• What you have to do
Whenever the word "shadow" turns up in a line of the data below, copy that line.

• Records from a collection

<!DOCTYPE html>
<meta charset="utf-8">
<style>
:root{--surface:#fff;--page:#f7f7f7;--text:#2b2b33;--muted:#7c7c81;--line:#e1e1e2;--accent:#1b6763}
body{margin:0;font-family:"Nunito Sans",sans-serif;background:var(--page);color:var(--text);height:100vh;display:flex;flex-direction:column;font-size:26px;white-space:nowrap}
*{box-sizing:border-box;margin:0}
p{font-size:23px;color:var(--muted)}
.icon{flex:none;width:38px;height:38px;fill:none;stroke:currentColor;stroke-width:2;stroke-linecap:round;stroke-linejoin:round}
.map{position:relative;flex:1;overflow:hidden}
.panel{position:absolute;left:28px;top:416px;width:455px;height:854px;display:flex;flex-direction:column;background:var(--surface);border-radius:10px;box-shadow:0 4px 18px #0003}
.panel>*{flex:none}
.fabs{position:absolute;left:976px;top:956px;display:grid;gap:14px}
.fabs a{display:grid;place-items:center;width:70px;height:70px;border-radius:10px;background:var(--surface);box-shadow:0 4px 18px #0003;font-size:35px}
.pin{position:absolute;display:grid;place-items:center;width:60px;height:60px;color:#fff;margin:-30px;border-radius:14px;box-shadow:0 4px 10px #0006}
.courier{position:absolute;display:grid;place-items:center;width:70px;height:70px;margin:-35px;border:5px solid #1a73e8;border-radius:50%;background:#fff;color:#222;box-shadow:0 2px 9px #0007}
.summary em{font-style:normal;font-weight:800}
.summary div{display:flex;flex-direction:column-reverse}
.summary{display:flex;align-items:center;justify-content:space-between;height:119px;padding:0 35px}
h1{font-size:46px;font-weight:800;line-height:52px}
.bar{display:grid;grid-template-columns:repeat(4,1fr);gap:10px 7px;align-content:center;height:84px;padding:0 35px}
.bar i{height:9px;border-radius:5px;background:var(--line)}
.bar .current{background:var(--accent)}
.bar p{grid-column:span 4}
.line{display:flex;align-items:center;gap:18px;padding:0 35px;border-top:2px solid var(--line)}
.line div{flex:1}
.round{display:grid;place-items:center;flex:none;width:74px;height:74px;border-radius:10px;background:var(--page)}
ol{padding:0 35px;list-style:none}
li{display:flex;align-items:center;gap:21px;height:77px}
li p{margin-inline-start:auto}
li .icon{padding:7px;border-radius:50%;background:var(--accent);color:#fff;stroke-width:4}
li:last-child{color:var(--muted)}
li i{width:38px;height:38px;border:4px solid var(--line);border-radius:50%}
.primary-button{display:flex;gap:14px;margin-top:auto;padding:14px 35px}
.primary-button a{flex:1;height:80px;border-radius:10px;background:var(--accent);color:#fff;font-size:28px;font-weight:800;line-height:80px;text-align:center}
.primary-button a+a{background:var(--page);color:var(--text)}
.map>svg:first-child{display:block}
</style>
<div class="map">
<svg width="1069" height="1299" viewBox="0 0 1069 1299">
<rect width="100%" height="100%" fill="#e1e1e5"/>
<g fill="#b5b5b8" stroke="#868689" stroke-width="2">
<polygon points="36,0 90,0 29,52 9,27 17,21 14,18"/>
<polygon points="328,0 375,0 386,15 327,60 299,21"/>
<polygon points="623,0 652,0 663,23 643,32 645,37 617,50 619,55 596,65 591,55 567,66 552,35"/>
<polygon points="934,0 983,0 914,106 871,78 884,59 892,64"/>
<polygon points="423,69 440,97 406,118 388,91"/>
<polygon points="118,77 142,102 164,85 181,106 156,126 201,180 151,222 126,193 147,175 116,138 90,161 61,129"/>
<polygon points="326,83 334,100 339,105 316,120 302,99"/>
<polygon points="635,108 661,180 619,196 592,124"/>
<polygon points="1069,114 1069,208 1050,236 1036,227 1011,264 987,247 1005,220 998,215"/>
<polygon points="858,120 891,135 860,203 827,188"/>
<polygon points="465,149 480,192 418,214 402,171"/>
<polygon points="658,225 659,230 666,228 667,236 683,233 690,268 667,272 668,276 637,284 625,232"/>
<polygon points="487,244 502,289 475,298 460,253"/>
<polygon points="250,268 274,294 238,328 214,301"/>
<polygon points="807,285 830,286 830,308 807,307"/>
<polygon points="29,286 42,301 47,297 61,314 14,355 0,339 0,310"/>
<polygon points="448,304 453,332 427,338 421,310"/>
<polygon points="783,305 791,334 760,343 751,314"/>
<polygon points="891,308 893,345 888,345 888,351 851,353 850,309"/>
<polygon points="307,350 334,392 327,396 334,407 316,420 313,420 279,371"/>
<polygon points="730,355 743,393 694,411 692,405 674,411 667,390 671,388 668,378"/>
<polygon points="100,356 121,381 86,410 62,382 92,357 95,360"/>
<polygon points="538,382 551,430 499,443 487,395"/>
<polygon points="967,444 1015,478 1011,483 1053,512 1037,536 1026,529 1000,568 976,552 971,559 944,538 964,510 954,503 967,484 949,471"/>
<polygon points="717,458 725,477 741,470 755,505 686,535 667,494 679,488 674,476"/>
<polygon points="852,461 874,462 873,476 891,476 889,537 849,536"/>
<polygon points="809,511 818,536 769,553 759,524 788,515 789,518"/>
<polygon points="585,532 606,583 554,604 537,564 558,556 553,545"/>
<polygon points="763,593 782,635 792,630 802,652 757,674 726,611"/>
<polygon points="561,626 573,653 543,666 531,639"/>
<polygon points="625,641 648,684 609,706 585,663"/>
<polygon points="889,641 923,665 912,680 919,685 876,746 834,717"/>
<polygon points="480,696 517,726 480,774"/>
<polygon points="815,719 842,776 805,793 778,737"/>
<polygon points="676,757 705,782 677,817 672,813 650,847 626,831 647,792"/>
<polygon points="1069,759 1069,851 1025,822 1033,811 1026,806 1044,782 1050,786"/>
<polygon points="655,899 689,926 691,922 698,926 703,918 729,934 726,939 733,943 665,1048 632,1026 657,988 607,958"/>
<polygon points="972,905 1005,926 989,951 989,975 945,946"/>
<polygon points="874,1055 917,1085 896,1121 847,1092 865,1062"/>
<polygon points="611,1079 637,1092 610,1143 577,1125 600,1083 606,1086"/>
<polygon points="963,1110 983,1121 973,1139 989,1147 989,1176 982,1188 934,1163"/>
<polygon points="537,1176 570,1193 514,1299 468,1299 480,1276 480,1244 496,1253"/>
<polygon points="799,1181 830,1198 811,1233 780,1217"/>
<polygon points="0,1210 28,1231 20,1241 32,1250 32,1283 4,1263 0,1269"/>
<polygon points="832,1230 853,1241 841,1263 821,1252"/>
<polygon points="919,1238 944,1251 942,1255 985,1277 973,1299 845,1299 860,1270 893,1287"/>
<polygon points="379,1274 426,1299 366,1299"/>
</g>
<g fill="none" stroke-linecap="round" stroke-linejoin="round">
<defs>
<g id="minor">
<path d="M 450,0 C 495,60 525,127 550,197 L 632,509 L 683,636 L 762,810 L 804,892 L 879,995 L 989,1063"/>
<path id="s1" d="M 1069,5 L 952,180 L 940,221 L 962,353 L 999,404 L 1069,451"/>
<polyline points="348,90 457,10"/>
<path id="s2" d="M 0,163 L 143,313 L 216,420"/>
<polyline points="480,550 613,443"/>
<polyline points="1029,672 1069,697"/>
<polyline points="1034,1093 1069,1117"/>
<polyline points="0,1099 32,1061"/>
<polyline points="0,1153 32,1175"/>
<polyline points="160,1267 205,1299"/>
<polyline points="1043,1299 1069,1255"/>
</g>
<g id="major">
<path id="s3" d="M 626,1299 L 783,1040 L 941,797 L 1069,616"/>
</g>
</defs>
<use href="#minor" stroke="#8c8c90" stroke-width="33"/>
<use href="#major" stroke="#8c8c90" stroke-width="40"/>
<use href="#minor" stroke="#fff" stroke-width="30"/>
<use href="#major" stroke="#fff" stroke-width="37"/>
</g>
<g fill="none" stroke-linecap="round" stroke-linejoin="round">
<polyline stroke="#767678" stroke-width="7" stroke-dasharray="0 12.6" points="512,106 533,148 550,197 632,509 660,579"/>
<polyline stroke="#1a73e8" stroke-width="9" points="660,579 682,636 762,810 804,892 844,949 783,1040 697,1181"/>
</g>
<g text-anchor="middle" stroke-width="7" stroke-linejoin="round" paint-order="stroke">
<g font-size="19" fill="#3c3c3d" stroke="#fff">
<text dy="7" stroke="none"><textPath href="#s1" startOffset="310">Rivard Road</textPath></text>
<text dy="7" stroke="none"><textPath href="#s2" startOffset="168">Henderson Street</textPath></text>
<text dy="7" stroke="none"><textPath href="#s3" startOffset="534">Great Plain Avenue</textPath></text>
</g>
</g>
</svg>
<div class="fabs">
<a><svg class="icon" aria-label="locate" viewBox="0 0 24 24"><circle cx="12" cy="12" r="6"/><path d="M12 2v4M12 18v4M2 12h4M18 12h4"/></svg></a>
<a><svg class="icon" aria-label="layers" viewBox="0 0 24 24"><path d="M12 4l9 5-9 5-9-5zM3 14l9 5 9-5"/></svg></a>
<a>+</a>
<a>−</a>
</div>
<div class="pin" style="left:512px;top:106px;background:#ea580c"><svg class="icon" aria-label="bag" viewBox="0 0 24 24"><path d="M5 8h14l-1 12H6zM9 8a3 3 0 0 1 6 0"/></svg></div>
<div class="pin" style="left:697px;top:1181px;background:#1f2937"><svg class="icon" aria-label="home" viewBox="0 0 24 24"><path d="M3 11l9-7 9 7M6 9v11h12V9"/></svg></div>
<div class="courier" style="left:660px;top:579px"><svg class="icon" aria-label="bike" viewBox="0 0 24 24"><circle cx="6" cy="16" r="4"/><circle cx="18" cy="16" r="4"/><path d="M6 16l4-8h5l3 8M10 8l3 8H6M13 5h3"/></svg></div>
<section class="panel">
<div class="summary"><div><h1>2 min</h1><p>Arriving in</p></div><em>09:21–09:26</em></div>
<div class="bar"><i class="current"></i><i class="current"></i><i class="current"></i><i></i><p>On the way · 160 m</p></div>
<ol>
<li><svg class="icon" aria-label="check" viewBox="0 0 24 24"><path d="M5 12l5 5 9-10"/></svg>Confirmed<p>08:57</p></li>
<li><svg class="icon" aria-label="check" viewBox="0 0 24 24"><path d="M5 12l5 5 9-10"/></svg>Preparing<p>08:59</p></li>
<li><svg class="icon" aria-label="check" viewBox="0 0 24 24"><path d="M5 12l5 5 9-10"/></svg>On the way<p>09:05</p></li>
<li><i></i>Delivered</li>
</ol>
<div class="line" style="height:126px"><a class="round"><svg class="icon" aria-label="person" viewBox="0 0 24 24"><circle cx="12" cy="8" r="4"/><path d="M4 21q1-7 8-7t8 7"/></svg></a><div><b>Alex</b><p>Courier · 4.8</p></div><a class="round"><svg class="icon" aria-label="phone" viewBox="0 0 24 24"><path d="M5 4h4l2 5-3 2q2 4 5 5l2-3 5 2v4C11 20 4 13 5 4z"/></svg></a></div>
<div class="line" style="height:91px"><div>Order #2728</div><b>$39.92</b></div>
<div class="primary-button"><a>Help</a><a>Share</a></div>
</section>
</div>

• Answer to this task
.panel{position:absolute;left:28px;top:416px;width:455px;height:854px;display:flex;flex-direction:column;background:var(--surface);border-radius:10px;box-shadow:0 4px 18px #0003}
.fabs a{display:grid;place-items:center;width:70px;height:70px;border-radius:10px;background:var(--surface);box-shadow:0 4px 18px #0003;font-size:35px}
.pin{position:absolute;display:grid;place-items:center;width:60px;height:60px;color:#fff;margin:-30px;border-radius:14px;box-shadow:0 4px 10px #0006}
.courier{position:absolute;display:grid;place-items:center;width:70px;height:70px;margin:-35px;border:5px solid #1a73e8;border-radius:50%;background:#fff;color:#222;box-shadow:0 2px 9px #0007}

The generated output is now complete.